History of boiled peanuts...
Georgia is one of the primary peanut states. Dothan Alabama hearlds the National Peanut Festival, immediately after the harvest. In Oct, I believe. It's been a while.
Anyway, in Georgia, we are known for those planter peanuts. It's a specialty peanut of special size and moisture content, specificially planted and harvested for planter peanuts. If to big, they don't use them. So, over the last 20 years or so, many of us have "cheated". We find Valencia peanuts from New Mexico, which are much larger, almost twice the size of planters style peanuts. We like the bigger ones for boiling.
Then, some farmers around here, who love boiled peanuts said, "What the heck", and started bringing in just a little bit of seed, and would plant a half acre to acre of Valencia peanuts next to their 1000 acres of Planters, just so they could give to family and friends and boil some up. Today, it is rare we import from New Mexico. Farmers don't usually plant many unless they sell boiled peanuts commmercially, or in just about every other gas station around, this time of year.
One other thing. You don't just boil any ole peanut. You buy "Green" peanuts. No, not OD green. And they only last about two weeks before they start to dry out, and that's with slight refridgeration. Some say they can keep green peanuts for months in walk in coolers. I don't know. I do know if not preserved correctly, they will develop a fungus, so keep them cool, unless already dried out by the farmer in his drying bins. Anyway, for the best overall peanut boil, get green ones in August, Sept, and early Oct, depending on harvest time, put in lots of salt, and boil away. Now that's some **** good eatin'.
I just picked up a half bushel full of fresh green peanuts and I'm boiling now. Come see me at the Ga. Rally and if I have any left, sit down and enjoy some with me. I hope to have some there. I might pick up another bushel and just cook them on location. Bring your own beer.

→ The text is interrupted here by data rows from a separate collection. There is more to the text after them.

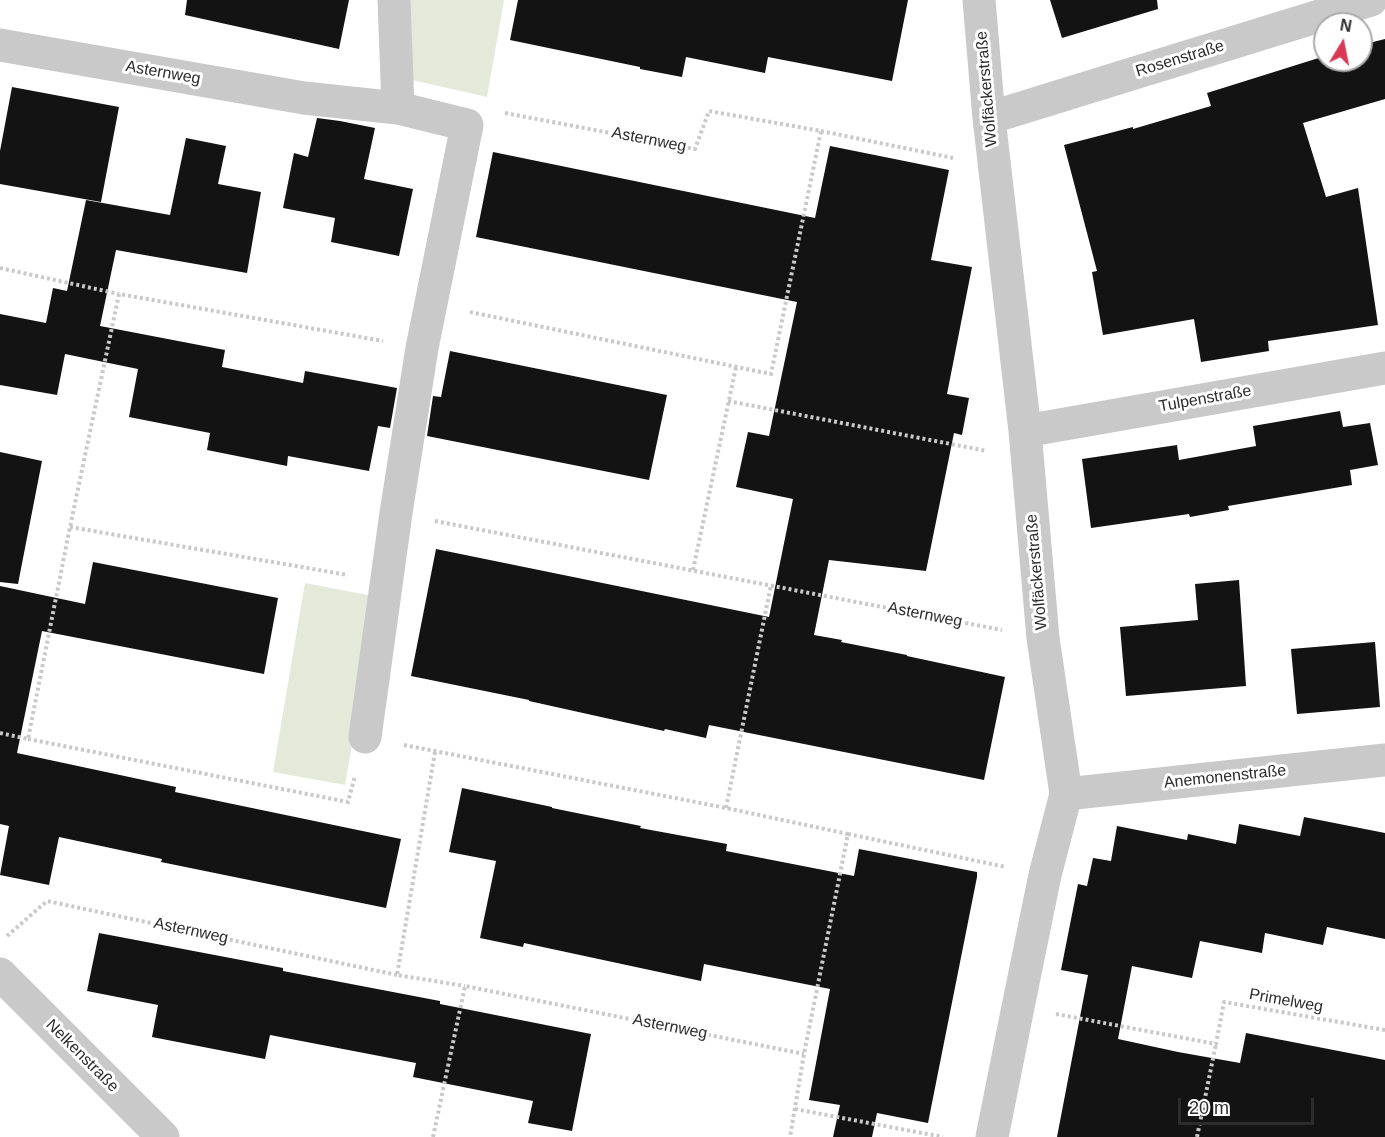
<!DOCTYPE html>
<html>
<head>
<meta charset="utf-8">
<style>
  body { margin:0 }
  #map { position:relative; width:1385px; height:1137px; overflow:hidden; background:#fff; font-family:Helvetica,sans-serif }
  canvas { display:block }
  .north { position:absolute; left:1313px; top:12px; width:60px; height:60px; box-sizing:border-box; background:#fff; border:2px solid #ababab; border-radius:50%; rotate:10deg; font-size:16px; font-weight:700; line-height:24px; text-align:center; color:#2c2c2c }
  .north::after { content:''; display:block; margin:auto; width:21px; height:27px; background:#d93955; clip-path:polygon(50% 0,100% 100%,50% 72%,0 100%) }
  .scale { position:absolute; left:1178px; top:1098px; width:136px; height:27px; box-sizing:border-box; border:3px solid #2c2c2c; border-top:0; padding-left:8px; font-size:18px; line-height:21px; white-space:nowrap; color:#2c2c2c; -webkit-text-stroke:4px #fff; paint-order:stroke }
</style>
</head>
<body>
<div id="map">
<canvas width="1385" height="1137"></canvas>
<div class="north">N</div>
<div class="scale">20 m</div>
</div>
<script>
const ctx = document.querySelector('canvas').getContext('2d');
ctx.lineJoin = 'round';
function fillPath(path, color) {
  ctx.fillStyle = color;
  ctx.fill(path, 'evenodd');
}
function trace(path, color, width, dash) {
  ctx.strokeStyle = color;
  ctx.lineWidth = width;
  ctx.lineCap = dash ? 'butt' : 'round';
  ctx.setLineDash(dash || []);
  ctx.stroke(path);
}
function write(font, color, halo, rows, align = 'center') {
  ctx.font = font + ' Helvetica,sans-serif';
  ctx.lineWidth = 6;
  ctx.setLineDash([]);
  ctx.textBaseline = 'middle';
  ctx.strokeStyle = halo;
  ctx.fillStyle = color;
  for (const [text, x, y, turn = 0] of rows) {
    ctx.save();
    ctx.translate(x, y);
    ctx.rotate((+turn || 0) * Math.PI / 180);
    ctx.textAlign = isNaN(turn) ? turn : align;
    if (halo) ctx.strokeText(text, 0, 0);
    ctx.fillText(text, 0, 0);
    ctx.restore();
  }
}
const green = new Path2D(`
  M410,0h94l-17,97 -75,-17z
  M305,583l73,14 -33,188 -72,-13z`);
const building = new Path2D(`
  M187,0h162l-10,49 -154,-34z
  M518,0h390l-16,81 -124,-24 -3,16 -79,-16 -4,20 -42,-8v-2l-130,-27z
  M1050,0h107l1,9 -96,29z
  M1385,39v60l-82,24 23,74 32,-9 20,137 -110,16 1,10 -68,11 -7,-43 -91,16 -11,-63 5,-1 -33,-126 69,-18v2l78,-23 -4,-13 118,-37v4h36v-15z
  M12,87l107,20 -18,95 -101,-18v-33z
  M317,118l23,3 35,7 -11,51 49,10 -14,67 -68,-14 4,-24 -52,-10 11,-55 14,4z
  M186,138l40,8 -8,38 43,8 -14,81 -131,-23 -16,76 125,24 -3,17 81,16 2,-12 92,17 -7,40 -12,-2 -9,45 -81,-15 -1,10 -80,-16 3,-17 -81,-16 9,-48 -73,-15 -8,41 -57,-10v-71l46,9 7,-35 14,3 19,-91 84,15z
  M830,146l119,24 -18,90 41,7 -25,127 22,4 -7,37 -8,-2 -28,138 -97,-11 -15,75 28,5 -1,2 66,13v1l98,21 -21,103 -275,-55 -3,13 -41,-9 -1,2 -135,-30v-1l-118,-24 25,-127 333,68 24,-118 -57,-12 12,-55 21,4 28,-134 -321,-65 17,-85 322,66z
  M450,351l217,44 -18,85 -222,-44 6,-40 8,1z
  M1340,411l3,16 27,-4 8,42 -28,5 2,15 -124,21 1,4 -39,7 -1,-3 -98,14 -9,-69 95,-14 2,15 77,-14 -3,-20z
  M0,452l42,9 -24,123 -18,-2z
  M93,562l185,36 -14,76 -222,-43 -25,122 159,34 -1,5 226,47 -15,69 -225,-46 1,-3 -103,-22 -10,48 -49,-10 9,-49 -9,-2v-238l85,18z
  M1239,580l7,106 -120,10 -6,-69 78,-7 -3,-36z
  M1375,642l5,65 -83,7 -6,-65z
  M462,788l90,19v1l89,18 -1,2 87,16 -1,7 128,25 5,-27 118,23v5l-49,246 -51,-10 -5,24h-39l7,-32 -31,-5 21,-111 -126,-25 -3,17 -177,-38 -1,4 -43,-9 16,-77 -47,-9z
  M1304,817l81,16v106l-58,-12 -4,18 -58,-12 -3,20 -62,-12 -8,37 -60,-12 -14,73 60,13 62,11 6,-30 139,27v77h-328l31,-162 -27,-5 17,-86 9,2 6,-28 18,3 6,-35 70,14 1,-6 48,10 3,-20 61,12z
  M99,933l184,35v3l157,30v3l151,30 -19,97 -44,-8 5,-22 -120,-24 3,-14 -146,-28 -5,24 -113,-22 6,-32 -71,-14z`);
const path = new Path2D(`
  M821,131l132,27
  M0,268l119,26
  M470,312l301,62 50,-243 -112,-20 -14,38 -190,-36
  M728,401l259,50
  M435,521l567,109
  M70,527l278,48
  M693,570l43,-203
  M0,733l28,6 42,-212 49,-233 264,47
  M28,739l320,63 7,-26
  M404,745l322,63 122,26 -44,220 -14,83
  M435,752l-38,223 68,11
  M726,808l45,-223
  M848,834l158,33
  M7,936l40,-35 350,74
  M1056,1014l160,30 8,-42 161,28
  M795,1109l148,28
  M433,1137l32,-151 339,68
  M1197,1137l19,-93`);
const minor = new Path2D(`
  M394,0l4,108
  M979,0l10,118 36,313 18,207 23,156 -21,81 -27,132 -26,130
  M0,45l304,53 94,10 69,17 -45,223 -26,165 -31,224
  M989,118l382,-118
  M1025,431l360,-63
  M1066,794l319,-34
  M0,974l163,163`);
const streetNames = [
  ["Rosenstraße",1180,59,-17],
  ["Asternweg",163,73,10],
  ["Wolfäckerstraße",987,89,-95],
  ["Asternweg",649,140,11],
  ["Tulpenstraße",1205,399,-10],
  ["Wolfäckerstraße",1037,572,-95],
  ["Asternweg",925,615,11],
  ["Anemonenstraße",1225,777,-6],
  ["Asternweg",191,931,12],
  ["Primelweg",1286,1001,10],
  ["Asternweg",670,1027,11],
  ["Nelkenstraße",82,1056,45]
];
fillPath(green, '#e4e9da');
fillPath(building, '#131313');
trace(path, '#c9c9c9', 4, [3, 3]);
trace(minor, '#c9c9c9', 33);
write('16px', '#2c2c2c', '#fff', streetNames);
</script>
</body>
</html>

By the way, you can freeze boiled peanuts and save them. If not frozen in the briine they are cooked in, I would eat them within a month. If you freeze them in the salty water you cooked them in, you can keep them for six months. Just pop them in the microwave, thaw, then put in a bowl and heat them up to a small boil. They will be almost as fresh as the green ones you cooked months earlier, and still, absolutely delicious. They grow on you. I'll see if I can bring up some uprooted cotton plants for the northerners too, so they can bring a cotton boll home to their kids and let them see how long it takes to pick the seeds out of it. Eli Whitney's cotton gin was amazing.